#### [Work order]
Collect all lines from the records below that include the word "Norcova".

#### [Data for this exercise]

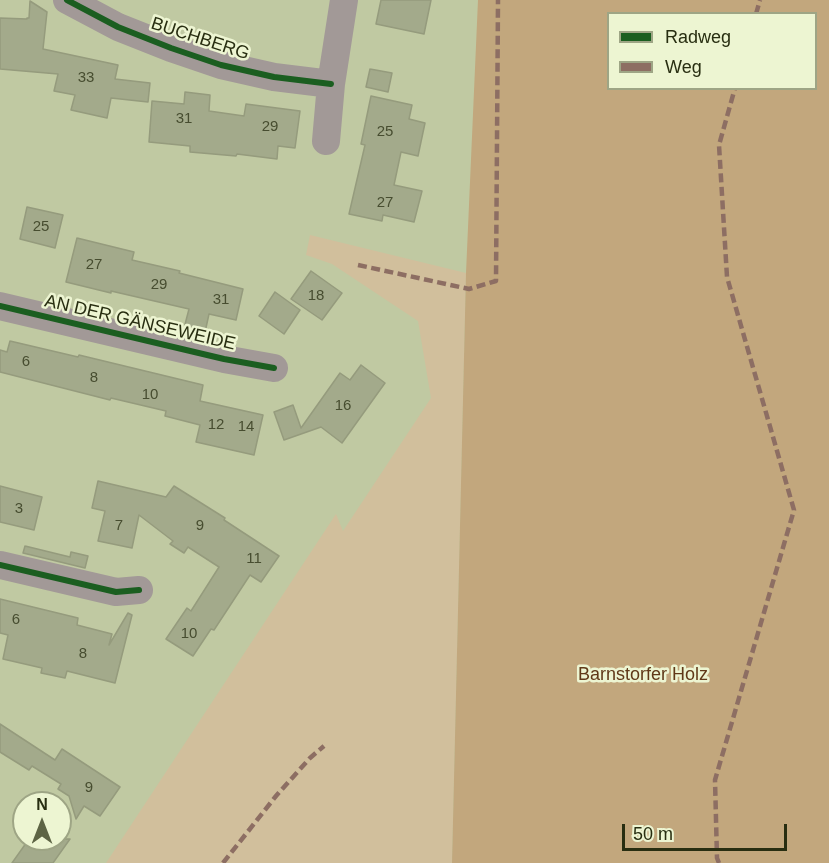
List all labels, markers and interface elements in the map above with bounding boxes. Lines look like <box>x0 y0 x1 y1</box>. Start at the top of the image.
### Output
legend <box>607 12 817 90</box>
street label: BUCHBERG <box>148 13 252 65</box>
text: Radweg <box>665 27 731 47</box>
text: Weg <box>665 57 702 77</box>
house number: 33 <box>78 69 94 87</box>
house number: 31 <box>176 110 192 128</box>
house number: 29 <box>262 118 278 136</box>
house number: 25 <box>377 123 393 141</box>
house number: 27 <box>377 194 393 212</box>
house number: 25 <box>33 218 49 236</box>
house number: 27 <box>86 256 102 274</box>
house number: 29 <box>151 276 167 294</box>
house number: 18 <box>308 287 324 305</box>
street label: AN DER GÄNSEWEIDE <box>43 291 237 355</box>
house number: 31 <box>213 291 229 309</box>
house number: 6 <box>22 353 30 371</box>
house number: 8 <box>90 369 98 387</box>
house number: 10 <box>142 386 158 404</box>
house number: 16 <box>335 397 351 415</box>
house number: 12 <box>208 416 224 434</box>
house number: 14 <box>238 418 254 436</box>
house number: 3 <box>15 500 23 518</box>
house number: 7 <box>115 517 123 535</box>
house number: 9 <box>196 517 204 535</box>
house number: 11 <box>246 550 262 568</box>
house number: 6 <box>12 611 20 629</box>
house number: 10 <box>181 625 197 643</box>
house number: 8 <box>79 645 87 663</box>
park label: Barnstorfer Holz <box>578 664 708 686</box>
house number: 9 <box>85 779 93 797</box>
north arrow <box>12 791 72 851</box>
text: N <box>36 796 48 813</box>
scale bar <box>625 812 790 850</box>
text: 50 m <box>633 824 673 844</box>

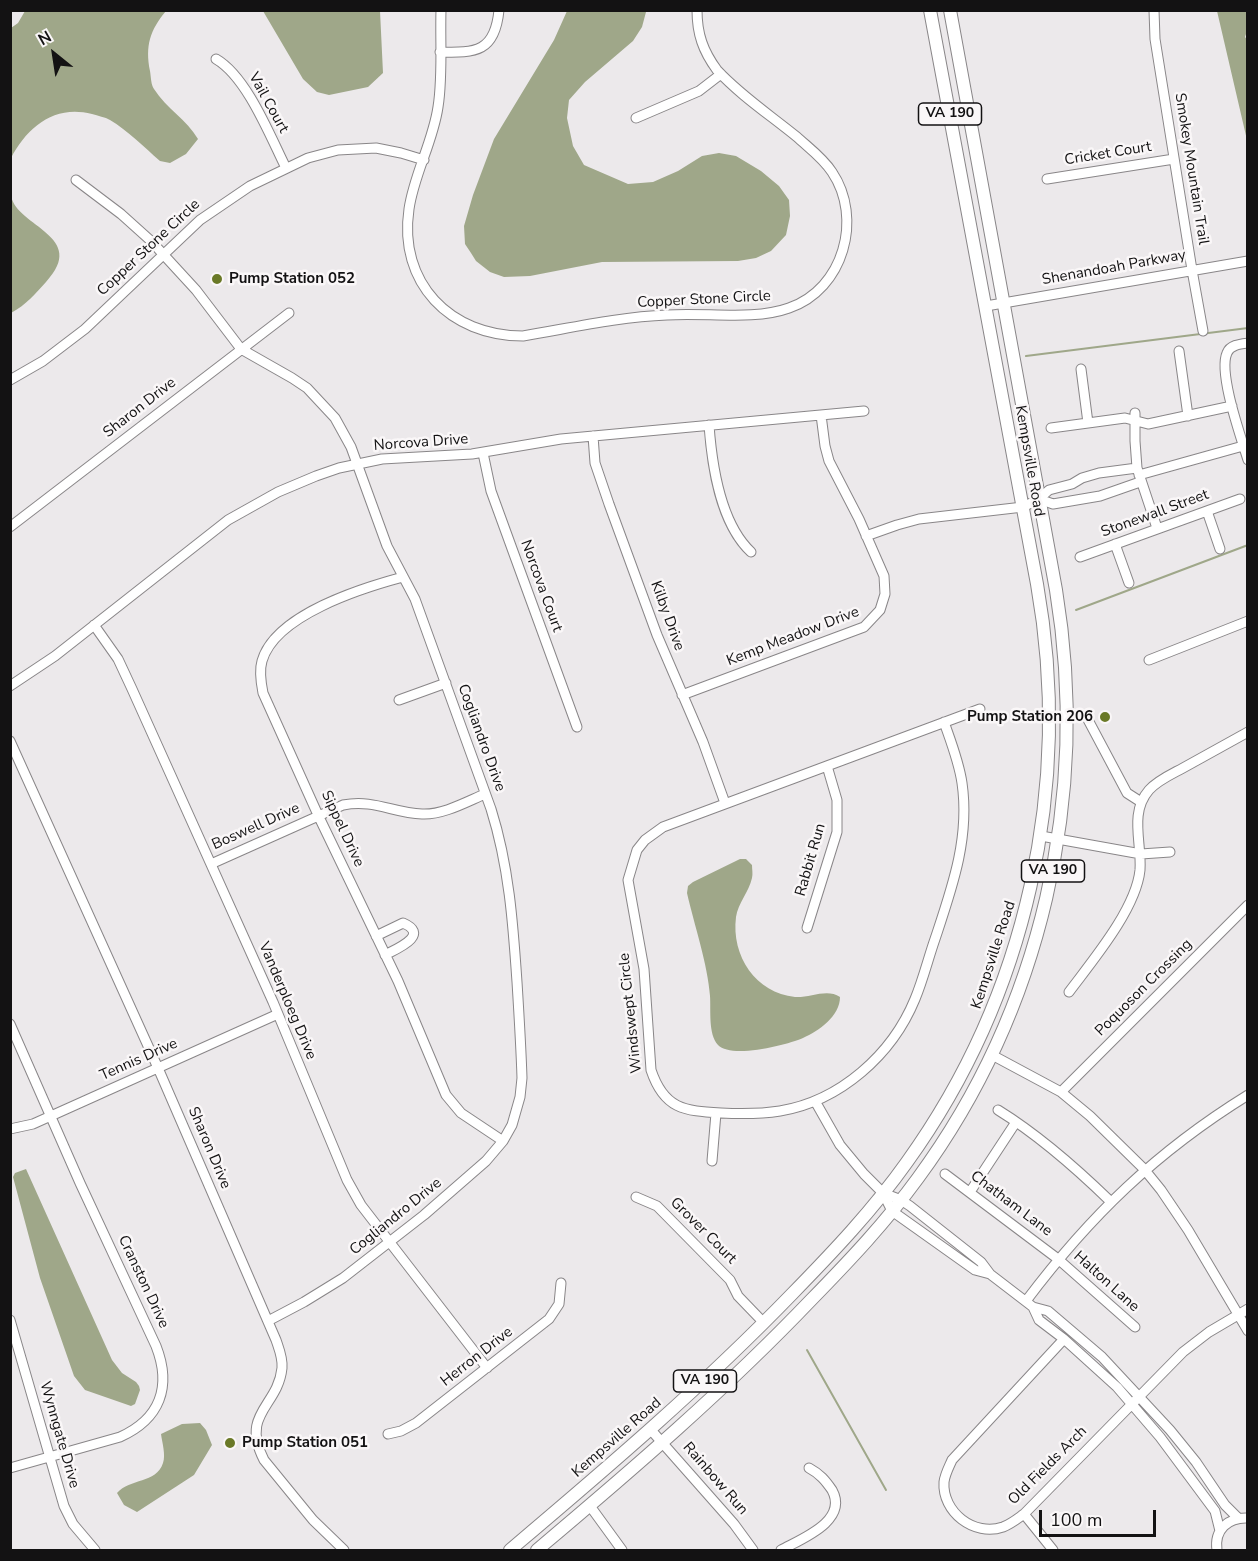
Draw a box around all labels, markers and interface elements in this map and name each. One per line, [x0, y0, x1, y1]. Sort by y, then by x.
north arrow [24, 24, 84, 84]
text: N [34, 26, 56, 51]
street label: Vail Court [244, 70, 292, 136]
street label: Smokey Mountain Trail [1170, 92, 1212, 246]
road number: VA 190 [918, 103, 982, 125]
street label: Cricket Court [1063, 138, 1153, 170]
street label: Copper Stone Circle [94, 196, 204, 300]
street label: Shenandoah Parkway [1041, 246, 1187, 290]
place label: Pump Station 052 [229, 270, 355, 288]
marker: Pump Station 052 [210, 272, 224, 286]
street label: Copper Stone Circle [637, 288, 771, 312]
street label: Sharon Drive [100, 374, 180, 442]
street label: Kempsville Road [1010, 404, 1048, 518]
street label: Norcova Drive [373, 431, 469, 455]
street label: Stonewall Street [1099, 486, 1211, 542]
street label: Norcova Court [516, 538, 566, 634]
street label: Kilby Drive [646, 579, 688, 653]
street label: Kemp Meadow Drive [724, 603, 862, 671]
street label: Cogliandro Drive [453, 682, 509, 794]
place label: Pump Station 206 [967, 708, 1093, 726]
marker: Pump Station 206 [1098, 710, 1112, 724]
street label: Sippel Drive [317, 788, 367, 870]
street label: Boswell Drive [209, 800, 303, 854]
street label: Rabbit Run [792, 821, 830, 899]
road number: VA 190 [1022, 860, 1084, 882]
street label: Kempsville Road [968, 899, 1020, 1011]
street label: Poquoson Crossing [1092, 936, 1196, 1040]
street label: Vanderploeg Drive [254, 940, 320, 1062]
street label: Windswept Circle [616, 952, 646, 1074]
street label: Tennis Drive [97, 1035, 181, 1085]
street label: Sharon Drive [184, 1104, 234, 1192]
street label: Chatham Lane [967, 1167, 1055, 1241]
street label: Cogliandro Drive [346, 1174, 446, 1260]
street label: Grover Court [666, 1194, 740, 1268]
street label: Cranston Drive [114, 1233, 172, 1331]
street label: Halton Lane [1069, 1248, 1143, 1316]
street label: Herron Drive [437, 1323, 517, 1391]
road number: VA 190 [674, 1370, 736, 1392]
street label: Wynngate Drive [35, 1380, 83, 1490]
street label: Kempsville Road [569, 1394, 665, 1482]
street label: Old Fields Arch [1005, 1423, 1091, 1509]
place label: Pump Station 051 [242, 1434, 368, 1452]
marker: Pump Station 051 [223, 1436, 237, 1450]
street label: Rainbow Run [679, 1439, 751, 1519]
scale bar [1042, 1498, 1159, 1536]
text: 100 m [1050, 1508, 1102, 1532]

#### [Finished exercise]
street label: Norcova Drive [373, 431, 469, 455]
street label: Norcova Court [516, 538, 566, 634]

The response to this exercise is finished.